Brief
Reproduce each line of the listing exactly.
------------
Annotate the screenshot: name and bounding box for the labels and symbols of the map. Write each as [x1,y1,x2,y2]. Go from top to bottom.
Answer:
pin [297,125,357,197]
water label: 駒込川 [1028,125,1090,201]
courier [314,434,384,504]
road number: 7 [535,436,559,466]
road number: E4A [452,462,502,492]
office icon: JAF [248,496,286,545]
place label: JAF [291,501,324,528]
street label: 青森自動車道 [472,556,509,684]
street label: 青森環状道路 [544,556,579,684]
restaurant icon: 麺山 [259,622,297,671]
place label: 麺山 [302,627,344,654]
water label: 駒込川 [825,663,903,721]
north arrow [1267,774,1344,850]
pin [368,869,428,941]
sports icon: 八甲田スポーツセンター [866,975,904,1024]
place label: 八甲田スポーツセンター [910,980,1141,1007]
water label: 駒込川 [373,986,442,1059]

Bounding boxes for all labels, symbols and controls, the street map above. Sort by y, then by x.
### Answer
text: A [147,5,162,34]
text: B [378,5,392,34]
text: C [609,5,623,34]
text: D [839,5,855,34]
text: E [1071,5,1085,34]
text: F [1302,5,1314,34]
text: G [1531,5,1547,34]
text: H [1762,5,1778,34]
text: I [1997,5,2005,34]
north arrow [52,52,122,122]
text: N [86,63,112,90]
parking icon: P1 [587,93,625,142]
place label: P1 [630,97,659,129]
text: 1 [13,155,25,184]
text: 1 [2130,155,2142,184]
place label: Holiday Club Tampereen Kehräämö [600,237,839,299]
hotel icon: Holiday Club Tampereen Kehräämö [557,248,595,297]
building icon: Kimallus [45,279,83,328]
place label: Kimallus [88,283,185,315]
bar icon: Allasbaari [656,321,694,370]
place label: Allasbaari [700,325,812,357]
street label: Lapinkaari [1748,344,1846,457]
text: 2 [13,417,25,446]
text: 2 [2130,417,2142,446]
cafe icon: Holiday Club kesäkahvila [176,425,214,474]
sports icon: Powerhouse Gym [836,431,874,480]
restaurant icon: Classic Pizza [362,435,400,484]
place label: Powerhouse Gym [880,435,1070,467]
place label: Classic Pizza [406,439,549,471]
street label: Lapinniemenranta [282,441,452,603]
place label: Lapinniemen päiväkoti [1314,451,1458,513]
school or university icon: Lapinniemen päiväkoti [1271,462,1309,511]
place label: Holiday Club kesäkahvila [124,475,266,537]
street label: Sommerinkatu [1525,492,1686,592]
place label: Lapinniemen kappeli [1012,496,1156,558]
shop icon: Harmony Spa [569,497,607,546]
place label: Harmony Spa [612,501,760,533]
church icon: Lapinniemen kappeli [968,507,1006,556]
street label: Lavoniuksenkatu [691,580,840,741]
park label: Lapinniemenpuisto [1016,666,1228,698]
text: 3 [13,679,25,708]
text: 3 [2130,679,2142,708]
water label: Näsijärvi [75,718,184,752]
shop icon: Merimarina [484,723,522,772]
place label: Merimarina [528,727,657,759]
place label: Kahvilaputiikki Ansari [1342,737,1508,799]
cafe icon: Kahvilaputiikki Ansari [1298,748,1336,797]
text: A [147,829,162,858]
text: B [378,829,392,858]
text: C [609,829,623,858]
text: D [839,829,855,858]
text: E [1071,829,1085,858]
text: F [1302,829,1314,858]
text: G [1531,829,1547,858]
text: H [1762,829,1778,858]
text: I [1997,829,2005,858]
------------
Answer box
Annotate the screenshot: name and bounding box for the labels and symbols of the map. Write each as [x1,y1,x2,y2]. Go from top to bottom.
Answer:
pin [297,125,357,197]
water label: 駒込川 [1028,125,1090,201]
courier [314,434,384,504]
road number: 7 [535,436,559,466]
road number: E4A [452,462,502,492]
office icon: JAF [248,496,286,545]
place label: JAF [291,501,324,528]
street label: 青森自動車道 [472,556,509,684]
street label: 青森環状道路 [544,556,579,684]
restaurant icon: 麺山 [259,622,297,671]
place label: 麺山 [302,627,344,654]
water label: 駒込川 [825,663,903,721]
north arrow [1267,774,1344,850]
pin [368,869,428,941]
sports icon: 八甲田スポーツセンター [866,975,904,1024]
place label: 八甲田スポーツセンター [910,980,1141,1007]
water label: 駒込川 [373,986,442,1059]

Bounding boxes for all labels, symbols and controls, the street map above. Sort by y, then by x.
### Answer
text: A [147,5,162,34]
text: B [378,5,392,34]
text: C [609,5,623,34]
text: D [839,5,855,34]
text: E [1071,5,1085,34]
text: F [1302,5,1314,34]
text: G [1531,5,1547,34]
text: H [1762,5,1778,34]
text: I [1997,5,2005,34]
north arrow [52,52,122,122]
text: N [86,63,112,90]
parking icon: P1 [587,93,625,142]
place label: P1 [630,97,659,129]
text: 1 [13,155,25,184]
text: 1 [2130,155,2142,184]
place label: Holiday Club Tampereen Kehräämö [600,237,839,299]
hotel icon: Holiday Club Tampereen Kehräämö [557,248,595,297]
building icon: Kimallus [45,279,83,328]
place label: Kimallus [88,283,185,315]
bar icon: Allasbaari [656,321,694,370]
place label: Allasbaari [700,325,812,357]
street label: Lapinkaari [1748,344,1846,457]
text: 2 [13,417,25,446]
text: 2 [2130,417,2142,446]
cafe icon: Holiday Club kesäkahvila [176,425,214,474]
sports icon: Powerhouse Gym [836,431,874,480]
restaurant icon: Classic Pizza [362,435,400,484]
place label: Powerhouse Gym [880,435,1070,467]
place label: Classic Pizza [406,439,549,471]
street label: Lapinniemenranta [282,441,452,603]
place label: Lapinniemen päiväkoti [1314,451,1458,513]
school or university icon: Lapinniemen päiväkoti [1271,462,1309,511]
place label: Holiday Club kesäkahvila [124,475,266,537]
street label: Sommerinkatu [1525,492,1686,592]
place label: Lapinniemen kappeli [1012,496,1156,558]
shop icon: Harmony Spa [569,497,607,546]
place label: Harmony Spa [612,501,760,533]
church icon: Lapinniemen kappeli [968,507,1006,556]
street label: Lavoniuksenkatu [691,580,840,741]
park label: Lapinniemenpuisto [1016,666,1228,698]
text: 3 [13,679,25,708]
text: 3 [2130,679,2142,708]
water label: Näsijärvi [75,718,184,752]
shop icon: Merimarina [484,723,522,772]
place label: Merimarina [528,727,657,759]
place label: Kahvilaputiikki Ansari [1342,737,1508,799]
cafe icon: Kahvilaputiikki Ansari [1298,748,1336,797]
text: A [147,829,162,858]
text: B [378,829,392,858]
text: C [609,829,623,858]
text: D [839,829,855,858]
text: E [1071,829,1085,858]
text: F [1302,829,1314,858]
text: G [1531,829,1547,858]
text: H [1762,829,1778,858]
text: I [1997,829,2005,858]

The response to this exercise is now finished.